TITLE: Large localizations of finite simple groups
AUTHORS: Ruediger Goebel, Jose L. Rodriguez, and Saharon Shelah
R.Goebel@uni-essen.de, jlrodri@mat.uab.es, shelah@math.huji.ac.il
ABSTRACT:
A group homomorphism $\eta: H\to G$ is called a localization of $H$
if every homomorphism $\varphi : H\to G$ can be
`extended uniquely' to a homomorphism $\Phi :G\to G$
in the sense that $\Phi \eta = \varphi$.
Libman showed that a localization of a finite group need not be finite.
This is exemplified by a well-known representation
$A_n\to SO_{n-1}(\R)$ of the alternating group $A_n$,
which turns out to be a localization for $n$ even and $n\geq 10$.
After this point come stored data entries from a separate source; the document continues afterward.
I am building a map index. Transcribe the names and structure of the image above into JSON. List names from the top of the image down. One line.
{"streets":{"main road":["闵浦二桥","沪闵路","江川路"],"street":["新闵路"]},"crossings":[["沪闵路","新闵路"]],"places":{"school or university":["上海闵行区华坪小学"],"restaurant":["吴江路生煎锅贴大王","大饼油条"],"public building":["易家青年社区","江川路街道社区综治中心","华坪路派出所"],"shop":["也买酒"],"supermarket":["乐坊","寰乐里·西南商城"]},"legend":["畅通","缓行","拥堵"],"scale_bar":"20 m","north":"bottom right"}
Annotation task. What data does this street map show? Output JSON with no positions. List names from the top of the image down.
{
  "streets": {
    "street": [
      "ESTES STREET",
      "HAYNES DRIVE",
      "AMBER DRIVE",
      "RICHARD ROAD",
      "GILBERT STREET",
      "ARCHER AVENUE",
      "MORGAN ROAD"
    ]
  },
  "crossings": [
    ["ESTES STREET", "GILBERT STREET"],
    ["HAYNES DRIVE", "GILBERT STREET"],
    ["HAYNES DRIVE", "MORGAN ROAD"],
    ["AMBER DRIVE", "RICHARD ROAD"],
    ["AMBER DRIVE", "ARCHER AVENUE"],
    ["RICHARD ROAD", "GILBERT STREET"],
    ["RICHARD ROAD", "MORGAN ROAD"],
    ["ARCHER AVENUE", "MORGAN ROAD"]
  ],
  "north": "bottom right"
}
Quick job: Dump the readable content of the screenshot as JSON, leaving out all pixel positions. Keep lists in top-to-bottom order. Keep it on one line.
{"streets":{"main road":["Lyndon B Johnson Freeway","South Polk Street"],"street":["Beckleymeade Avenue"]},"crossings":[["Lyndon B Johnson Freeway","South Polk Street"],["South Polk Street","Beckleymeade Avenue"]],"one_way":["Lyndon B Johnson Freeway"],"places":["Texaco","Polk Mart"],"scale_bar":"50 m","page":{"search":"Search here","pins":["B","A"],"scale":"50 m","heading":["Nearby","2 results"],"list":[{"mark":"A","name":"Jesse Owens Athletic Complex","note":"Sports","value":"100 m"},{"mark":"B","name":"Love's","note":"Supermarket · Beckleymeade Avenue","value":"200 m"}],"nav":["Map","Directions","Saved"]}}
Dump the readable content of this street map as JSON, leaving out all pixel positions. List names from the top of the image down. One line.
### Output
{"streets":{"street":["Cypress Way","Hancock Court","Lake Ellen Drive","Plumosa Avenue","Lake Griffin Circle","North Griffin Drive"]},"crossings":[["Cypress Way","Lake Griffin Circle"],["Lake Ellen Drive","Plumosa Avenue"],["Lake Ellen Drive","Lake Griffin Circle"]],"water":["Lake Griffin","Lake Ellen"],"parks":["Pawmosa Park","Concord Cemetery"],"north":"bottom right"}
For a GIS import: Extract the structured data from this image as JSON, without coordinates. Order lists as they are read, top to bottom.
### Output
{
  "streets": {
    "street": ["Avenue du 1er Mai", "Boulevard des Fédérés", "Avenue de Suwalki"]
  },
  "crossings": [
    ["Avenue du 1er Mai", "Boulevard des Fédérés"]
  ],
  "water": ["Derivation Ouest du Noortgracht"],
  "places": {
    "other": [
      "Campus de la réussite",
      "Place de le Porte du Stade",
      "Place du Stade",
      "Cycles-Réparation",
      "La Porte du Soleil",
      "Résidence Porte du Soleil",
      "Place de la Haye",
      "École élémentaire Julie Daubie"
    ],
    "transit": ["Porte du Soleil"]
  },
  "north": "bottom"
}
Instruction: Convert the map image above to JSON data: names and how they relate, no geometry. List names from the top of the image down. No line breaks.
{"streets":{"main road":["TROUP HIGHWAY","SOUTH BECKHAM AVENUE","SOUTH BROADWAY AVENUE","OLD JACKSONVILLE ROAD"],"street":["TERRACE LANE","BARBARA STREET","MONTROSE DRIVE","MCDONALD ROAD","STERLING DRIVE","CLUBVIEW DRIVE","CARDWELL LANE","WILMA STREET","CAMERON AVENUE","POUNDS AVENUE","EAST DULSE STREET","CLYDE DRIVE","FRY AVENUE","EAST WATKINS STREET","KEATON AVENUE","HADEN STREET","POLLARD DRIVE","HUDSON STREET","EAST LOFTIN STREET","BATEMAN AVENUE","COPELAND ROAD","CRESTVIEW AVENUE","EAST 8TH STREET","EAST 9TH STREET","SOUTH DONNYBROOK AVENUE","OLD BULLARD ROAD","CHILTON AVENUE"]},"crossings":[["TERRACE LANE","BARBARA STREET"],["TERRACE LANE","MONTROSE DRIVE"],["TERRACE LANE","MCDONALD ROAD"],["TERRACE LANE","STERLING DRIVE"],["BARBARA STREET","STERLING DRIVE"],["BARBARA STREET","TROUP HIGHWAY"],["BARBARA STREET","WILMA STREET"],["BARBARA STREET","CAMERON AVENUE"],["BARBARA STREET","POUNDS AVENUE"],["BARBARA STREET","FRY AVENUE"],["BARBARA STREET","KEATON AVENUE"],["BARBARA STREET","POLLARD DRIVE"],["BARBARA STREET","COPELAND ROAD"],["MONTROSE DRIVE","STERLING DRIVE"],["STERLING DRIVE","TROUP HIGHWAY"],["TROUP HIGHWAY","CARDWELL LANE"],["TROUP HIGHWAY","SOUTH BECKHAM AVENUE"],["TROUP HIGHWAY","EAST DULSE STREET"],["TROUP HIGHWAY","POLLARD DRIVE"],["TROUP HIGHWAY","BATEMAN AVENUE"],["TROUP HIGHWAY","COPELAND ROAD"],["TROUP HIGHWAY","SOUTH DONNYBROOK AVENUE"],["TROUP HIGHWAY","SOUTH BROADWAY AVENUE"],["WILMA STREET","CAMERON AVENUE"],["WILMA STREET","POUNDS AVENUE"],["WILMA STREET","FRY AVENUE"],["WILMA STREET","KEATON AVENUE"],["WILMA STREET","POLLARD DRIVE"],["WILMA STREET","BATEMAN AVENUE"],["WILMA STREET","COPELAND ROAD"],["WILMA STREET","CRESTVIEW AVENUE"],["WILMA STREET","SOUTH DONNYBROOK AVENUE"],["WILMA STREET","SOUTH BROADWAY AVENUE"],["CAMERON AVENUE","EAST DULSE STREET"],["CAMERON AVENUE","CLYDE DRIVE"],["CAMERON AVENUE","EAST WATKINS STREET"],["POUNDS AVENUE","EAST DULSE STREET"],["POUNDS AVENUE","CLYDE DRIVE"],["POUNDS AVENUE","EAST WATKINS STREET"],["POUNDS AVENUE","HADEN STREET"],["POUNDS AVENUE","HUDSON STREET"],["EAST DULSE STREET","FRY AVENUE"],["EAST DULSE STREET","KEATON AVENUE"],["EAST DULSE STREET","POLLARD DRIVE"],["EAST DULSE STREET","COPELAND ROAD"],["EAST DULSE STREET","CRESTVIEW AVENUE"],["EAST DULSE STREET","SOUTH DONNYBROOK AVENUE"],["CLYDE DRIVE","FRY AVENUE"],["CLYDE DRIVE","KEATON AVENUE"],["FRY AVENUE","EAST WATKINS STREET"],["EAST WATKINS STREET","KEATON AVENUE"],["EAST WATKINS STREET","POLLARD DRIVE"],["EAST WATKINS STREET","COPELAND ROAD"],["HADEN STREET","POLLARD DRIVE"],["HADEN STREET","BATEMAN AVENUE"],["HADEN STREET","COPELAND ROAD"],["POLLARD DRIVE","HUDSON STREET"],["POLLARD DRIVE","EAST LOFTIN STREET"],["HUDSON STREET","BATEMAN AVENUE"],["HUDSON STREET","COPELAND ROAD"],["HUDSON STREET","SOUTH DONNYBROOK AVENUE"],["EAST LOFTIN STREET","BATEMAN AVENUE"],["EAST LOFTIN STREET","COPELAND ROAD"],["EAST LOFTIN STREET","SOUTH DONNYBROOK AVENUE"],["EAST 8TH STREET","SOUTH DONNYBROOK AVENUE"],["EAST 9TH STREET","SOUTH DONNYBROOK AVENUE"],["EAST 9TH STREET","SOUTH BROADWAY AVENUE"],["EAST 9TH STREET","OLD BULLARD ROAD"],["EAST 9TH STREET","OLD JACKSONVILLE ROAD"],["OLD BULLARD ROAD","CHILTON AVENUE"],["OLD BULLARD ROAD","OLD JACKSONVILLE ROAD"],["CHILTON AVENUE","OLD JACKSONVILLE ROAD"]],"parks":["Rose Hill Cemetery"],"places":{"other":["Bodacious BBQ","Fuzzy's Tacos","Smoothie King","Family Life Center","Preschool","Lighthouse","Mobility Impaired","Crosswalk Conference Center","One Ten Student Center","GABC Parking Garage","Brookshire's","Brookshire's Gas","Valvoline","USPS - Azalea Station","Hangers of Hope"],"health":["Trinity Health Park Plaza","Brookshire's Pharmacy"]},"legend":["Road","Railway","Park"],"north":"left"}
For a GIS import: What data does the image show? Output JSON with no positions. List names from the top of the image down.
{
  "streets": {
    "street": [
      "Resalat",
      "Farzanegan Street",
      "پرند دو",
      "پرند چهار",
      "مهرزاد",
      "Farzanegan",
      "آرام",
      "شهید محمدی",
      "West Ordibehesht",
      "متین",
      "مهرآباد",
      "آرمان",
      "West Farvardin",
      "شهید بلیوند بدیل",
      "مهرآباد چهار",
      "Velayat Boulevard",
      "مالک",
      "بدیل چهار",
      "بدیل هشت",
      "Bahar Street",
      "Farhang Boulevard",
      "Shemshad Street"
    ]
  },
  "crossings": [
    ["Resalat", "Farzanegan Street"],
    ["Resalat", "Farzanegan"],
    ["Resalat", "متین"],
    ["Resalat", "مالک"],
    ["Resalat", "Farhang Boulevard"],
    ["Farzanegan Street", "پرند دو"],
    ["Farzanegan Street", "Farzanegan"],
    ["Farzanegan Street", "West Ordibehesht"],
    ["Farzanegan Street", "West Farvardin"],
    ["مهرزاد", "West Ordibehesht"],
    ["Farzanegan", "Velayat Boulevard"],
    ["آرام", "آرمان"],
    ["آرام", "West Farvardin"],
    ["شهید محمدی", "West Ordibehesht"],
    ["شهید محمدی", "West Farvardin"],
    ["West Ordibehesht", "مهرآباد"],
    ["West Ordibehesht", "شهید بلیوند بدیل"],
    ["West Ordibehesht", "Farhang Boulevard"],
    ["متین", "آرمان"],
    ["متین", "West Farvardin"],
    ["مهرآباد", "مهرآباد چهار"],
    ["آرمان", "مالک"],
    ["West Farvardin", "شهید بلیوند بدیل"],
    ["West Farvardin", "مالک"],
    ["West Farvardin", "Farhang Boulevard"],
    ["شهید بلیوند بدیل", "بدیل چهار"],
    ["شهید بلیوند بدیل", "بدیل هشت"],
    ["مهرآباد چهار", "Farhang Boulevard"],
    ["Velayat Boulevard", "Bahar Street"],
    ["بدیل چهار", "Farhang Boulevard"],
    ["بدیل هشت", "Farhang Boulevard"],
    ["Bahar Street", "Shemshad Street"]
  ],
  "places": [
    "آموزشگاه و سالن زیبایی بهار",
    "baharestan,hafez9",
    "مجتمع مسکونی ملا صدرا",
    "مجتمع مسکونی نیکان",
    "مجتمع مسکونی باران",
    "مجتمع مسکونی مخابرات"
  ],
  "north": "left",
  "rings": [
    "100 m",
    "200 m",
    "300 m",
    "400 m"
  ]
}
Dror Farjoun asked if there is any upper bound in cardinality for
localizations of $A_n$. In this paper we answer this question and
prove, under the generalized continuum hypothesis,
that every non abelian finite simple group $H$,
has arbitrarily large localizations.
This shows that there is a proper class of distinct homotopy types
which are localizations of a given Eilenberg--Mac Lane space $K(H,1)$
for any non abelian finite simple group $H$.